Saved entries
★ ★ ★
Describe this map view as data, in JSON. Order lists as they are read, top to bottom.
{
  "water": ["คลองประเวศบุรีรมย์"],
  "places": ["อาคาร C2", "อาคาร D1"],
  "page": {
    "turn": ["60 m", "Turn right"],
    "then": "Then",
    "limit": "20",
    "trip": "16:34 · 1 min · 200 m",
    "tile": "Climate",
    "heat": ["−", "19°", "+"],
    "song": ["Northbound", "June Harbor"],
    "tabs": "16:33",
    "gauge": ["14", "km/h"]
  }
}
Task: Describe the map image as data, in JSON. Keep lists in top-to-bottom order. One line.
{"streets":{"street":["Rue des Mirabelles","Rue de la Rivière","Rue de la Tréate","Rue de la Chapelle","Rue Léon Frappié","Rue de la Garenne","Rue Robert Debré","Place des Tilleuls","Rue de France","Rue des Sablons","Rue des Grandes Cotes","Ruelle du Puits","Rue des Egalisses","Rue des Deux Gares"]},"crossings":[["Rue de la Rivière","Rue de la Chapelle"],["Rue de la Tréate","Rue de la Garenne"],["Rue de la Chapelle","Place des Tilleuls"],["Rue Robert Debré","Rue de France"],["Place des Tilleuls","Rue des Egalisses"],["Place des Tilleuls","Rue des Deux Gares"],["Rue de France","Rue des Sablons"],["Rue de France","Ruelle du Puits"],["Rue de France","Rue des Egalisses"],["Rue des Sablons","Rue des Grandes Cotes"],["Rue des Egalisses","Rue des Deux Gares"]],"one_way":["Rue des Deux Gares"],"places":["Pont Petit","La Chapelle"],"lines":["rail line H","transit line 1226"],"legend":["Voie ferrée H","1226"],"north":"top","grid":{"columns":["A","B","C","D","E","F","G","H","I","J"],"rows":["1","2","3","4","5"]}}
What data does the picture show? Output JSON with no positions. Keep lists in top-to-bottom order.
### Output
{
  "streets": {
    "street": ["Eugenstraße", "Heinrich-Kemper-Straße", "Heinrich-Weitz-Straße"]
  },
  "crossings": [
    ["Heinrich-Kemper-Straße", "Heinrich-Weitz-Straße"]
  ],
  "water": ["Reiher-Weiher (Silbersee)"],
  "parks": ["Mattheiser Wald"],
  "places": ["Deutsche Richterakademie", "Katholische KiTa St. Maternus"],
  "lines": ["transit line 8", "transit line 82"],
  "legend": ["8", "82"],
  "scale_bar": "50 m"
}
★ ★ ★
### What you have to do
Retrieve each line of the data in which the word "bottom" can be found.

### Written solution
Describe this map view as data, in JSON. Order lists as they are read, top to bottom.
Task: Describe the map image as data, in JSON. Keep lists in top-to-bottom order. One line.
What data does the picture show? Output JSON with no positions. Keep lists in top-to-bottom order.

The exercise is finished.